**Task to complete**
From the data that follows, report the number of lines including "column", and only that number.

==== Material provided ====

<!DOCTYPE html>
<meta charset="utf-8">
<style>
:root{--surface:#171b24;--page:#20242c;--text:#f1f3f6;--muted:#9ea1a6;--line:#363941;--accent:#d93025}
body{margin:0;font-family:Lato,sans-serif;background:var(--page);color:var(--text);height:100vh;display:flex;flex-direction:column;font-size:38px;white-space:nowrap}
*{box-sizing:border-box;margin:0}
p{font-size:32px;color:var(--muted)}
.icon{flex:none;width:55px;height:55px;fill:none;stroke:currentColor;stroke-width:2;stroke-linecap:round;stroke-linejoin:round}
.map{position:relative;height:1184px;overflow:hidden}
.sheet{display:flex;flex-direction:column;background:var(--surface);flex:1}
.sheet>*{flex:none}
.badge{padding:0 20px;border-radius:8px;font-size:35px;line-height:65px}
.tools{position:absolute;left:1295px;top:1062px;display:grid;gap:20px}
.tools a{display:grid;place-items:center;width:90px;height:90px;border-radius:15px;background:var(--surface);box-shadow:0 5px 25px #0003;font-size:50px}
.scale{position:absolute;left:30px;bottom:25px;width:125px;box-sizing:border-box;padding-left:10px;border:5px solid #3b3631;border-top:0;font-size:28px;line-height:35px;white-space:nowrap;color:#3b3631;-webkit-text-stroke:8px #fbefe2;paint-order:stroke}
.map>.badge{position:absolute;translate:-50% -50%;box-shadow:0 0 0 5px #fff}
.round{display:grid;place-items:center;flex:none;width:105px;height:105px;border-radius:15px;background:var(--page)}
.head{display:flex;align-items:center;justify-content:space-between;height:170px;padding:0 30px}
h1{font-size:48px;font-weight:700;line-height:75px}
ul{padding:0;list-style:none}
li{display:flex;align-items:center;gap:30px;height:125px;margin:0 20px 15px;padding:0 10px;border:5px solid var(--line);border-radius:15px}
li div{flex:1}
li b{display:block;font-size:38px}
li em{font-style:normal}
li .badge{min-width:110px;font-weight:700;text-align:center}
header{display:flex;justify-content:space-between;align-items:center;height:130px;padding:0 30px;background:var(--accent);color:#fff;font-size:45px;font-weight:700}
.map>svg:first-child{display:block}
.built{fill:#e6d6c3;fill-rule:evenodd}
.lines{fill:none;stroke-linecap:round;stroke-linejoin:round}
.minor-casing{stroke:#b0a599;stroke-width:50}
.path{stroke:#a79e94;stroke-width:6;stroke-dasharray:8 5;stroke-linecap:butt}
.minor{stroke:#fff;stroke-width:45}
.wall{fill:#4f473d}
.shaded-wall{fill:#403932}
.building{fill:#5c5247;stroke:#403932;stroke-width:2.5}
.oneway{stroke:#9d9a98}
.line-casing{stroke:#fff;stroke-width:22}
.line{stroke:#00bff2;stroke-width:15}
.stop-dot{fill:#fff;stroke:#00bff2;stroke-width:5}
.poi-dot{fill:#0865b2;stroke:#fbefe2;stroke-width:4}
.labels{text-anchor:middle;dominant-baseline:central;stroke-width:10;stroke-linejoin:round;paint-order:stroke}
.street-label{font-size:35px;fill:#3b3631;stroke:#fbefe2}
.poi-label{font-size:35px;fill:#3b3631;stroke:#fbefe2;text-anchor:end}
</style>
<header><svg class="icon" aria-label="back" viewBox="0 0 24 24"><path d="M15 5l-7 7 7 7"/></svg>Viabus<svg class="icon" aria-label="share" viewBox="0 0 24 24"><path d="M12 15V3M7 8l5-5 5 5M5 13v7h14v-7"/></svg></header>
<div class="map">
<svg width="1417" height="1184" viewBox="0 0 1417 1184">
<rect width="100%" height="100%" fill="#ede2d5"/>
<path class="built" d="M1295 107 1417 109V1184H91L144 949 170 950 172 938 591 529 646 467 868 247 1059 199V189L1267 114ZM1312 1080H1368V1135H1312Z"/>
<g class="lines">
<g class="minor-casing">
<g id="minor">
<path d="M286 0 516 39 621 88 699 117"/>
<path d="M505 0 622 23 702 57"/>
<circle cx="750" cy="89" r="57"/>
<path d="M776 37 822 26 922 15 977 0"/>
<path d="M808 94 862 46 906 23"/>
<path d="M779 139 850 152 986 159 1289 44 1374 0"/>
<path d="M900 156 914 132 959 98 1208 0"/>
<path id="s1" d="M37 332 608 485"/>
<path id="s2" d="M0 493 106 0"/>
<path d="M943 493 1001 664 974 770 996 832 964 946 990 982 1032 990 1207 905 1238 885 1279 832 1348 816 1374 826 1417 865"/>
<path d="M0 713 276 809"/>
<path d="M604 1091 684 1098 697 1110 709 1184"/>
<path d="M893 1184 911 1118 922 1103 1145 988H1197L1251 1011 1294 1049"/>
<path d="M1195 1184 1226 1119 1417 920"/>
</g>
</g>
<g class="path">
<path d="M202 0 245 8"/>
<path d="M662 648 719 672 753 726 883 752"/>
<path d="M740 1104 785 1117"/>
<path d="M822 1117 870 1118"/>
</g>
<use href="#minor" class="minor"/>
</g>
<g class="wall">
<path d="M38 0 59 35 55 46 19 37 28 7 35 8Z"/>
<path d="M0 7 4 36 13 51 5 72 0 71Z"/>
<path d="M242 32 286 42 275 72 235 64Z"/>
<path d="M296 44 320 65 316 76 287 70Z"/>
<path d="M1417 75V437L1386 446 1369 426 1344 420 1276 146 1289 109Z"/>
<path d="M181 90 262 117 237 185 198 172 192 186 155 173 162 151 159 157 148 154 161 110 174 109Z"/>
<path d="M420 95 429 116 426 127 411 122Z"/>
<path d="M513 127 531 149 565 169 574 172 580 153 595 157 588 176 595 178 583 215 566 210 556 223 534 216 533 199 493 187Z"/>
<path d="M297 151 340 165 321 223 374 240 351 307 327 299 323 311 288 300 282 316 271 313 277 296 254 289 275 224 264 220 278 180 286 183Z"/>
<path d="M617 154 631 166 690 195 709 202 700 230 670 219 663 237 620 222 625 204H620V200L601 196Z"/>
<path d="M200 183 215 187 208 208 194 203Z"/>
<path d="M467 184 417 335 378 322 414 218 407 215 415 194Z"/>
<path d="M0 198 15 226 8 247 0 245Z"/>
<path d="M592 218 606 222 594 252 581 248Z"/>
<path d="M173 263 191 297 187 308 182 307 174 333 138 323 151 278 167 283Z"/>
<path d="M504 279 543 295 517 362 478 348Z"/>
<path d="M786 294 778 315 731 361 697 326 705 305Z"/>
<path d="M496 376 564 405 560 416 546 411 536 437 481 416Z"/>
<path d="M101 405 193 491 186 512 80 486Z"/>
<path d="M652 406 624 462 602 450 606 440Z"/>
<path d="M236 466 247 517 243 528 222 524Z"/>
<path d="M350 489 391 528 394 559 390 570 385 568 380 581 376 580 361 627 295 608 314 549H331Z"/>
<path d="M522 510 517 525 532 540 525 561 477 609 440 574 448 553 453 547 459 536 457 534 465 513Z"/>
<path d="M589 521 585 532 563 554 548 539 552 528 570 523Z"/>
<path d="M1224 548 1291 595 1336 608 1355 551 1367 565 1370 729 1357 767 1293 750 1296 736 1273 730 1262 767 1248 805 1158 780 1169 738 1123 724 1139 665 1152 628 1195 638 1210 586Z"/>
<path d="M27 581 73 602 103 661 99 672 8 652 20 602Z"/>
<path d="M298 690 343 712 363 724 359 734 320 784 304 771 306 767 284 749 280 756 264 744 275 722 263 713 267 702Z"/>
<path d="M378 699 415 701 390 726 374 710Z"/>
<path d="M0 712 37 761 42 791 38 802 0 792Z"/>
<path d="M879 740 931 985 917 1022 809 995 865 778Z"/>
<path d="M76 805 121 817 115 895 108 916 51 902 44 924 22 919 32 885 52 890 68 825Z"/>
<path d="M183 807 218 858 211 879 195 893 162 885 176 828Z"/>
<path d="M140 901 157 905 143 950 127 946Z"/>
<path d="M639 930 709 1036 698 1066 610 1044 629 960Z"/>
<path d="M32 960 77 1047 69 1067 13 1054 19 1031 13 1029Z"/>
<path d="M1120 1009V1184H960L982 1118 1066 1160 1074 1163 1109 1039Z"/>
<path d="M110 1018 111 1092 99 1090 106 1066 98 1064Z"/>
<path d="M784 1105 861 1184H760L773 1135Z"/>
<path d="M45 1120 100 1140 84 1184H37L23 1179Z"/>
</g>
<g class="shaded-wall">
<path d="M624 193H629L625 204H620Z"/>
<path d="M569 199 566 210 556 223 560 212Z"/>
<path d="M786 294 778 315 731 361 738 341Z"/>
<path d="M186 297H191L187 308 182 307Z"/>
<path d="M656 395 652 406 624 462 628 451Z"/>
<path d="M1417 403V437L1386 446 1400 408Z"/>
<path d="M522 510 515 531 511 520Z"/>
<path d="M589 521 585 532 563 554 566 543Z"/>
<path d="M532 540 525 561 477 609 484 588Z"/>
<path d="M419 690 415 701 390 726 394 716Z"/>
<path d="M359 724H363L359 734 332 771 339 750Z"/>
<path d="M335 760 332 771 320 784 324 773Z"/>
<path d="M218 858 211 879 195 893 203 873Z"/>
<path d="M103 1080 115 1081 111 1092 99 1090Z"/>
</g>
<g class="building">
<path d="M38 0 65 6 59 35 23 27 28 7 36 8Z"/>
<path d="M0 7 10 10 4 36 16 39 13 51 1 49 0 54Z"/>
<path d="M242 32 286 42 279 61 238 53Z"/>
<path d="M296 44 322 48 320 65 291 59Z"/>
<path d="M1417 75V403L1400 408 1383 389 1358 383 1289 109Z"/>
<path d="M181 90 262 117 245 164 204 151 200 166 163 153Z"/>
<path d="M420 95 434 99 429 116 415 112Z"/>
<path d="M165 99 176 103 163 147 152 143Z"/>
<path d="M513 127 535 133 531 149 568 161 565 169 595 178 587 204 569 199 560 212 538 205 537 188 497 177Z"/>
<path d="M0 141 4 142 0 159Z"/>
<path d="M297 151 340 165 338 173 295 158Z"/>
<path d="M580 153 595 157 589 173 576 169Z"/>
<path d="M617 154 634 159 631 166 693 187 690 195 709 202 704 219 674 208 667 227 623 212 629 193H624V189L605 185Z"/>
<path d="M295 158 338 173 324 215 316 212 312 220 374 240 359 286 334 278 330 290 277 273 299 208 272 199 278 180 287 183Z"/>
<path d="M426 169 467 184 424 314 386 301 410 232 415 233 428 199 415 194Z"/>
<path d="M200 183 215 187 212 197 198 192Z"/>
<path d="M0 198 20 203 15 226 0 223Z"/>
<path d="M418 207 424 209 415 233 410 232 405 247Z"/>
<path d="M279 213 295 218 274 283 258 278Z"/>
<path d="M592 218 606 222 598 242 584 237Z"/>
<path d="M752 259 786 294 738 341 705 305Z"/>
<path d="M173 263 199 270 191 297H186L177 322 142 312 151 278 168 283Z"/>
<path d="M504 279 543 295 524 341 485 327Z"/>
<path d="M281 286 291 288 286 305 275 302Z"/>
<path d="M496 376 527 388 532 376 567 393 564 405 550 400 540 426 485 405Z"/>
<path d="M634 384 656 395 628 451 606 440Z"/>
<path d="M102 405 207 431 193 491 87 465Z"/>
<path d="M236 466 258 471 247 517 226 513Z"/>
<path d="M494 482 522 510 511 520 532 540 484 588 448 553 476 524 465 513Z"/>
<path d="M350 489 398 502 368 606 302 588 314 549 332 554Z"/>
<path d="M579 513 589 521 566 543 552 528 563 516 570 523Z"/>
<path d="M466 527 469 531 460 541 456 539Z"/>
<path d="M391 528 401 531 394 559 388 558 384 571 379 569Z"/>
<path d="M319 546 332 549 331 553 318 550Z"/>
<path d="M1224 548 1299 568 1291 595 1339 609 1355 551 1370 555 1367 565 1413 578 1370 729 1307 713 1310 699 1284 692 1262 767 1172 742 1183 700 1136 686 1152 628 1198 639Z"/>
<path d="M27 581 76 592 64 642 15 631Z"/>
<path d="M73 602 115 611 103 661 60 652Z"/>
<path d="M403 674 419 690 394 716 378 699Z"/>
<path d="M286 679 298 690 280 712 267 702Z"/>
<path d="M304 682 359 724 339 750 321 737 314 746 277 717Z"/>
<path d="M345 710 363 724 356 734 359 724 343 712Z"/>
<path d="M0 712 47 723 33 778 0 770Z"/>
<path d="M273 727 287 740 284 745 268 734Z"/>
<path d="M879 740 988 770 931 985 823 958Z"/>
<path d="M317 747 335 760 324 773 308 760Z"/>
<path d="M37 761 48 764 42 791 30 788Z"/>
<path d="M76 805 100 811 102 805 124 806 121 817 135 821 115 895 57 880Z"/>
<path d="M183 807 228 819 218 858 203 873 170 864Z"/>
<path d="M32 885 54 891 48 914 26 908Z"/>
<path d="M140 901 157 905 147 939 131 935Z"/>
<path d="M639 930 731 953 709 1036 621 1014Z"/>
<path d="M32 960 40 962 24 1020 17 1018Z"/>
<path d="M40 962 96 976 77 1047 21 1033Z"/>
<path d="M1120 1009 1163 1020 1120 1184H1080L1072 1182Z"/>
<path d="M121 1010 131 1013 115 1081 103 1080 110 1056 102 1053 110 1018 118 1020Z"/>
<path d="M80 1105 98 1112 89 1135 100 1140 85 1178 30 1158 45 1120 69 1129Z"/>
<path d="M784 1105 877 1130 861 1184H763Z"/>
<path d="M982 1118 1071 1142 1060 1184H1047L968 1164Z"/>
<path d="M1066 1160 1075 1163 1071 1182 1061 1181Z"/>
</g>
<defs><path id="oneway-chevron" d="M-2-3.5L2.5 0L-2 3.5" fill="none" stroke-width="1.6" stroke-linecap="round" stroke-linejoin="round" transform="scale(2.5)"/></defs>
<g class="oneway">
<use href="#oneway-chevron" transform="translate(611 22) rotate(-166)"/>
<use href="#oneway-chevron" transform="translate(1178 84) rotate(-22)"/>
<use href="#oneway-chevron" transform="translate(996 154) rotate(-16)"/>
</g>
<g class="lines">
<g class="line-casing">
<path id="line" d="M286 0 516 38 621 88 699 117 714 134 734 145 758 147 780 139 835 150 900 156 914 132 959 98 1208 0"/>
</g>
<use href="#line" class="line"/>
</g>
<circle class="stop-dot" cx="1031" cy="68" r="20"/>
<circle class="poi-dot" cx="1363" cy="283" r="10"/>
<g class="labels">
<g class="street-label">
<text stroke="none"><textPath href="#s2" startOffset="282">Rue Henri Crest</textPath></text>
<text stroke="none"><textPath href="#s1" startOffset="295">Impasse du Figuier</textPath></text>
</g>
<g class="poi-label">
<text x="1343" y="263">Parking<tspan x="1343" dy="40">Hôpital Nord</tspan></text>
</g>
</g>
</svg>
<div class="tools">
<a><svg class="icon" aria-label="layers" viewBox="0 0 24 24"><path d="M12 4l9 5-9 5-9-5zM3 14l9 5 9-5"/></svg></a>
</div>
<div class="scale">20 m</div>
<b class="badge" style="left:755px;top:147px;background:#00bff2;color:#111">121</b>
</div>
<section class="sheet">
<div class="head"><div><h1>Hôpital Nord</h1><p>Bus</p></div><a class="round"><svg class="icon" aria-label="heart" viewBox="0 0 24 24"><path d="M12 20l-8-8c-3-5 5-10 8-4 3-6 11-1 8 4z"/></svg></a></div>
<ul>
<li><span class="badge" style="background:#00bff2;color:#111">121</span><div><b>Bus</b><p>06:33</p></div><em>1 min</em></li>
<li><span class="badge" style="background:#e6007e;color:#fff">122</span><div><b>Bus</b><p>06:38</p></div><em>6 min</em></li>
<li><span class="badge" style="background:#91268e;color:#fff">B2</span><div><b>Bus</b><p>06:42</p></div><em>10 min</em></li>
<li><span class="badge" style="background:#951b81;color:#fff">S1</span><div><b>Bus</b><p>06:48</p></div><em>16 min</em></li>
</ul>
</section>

====

**Your response**
2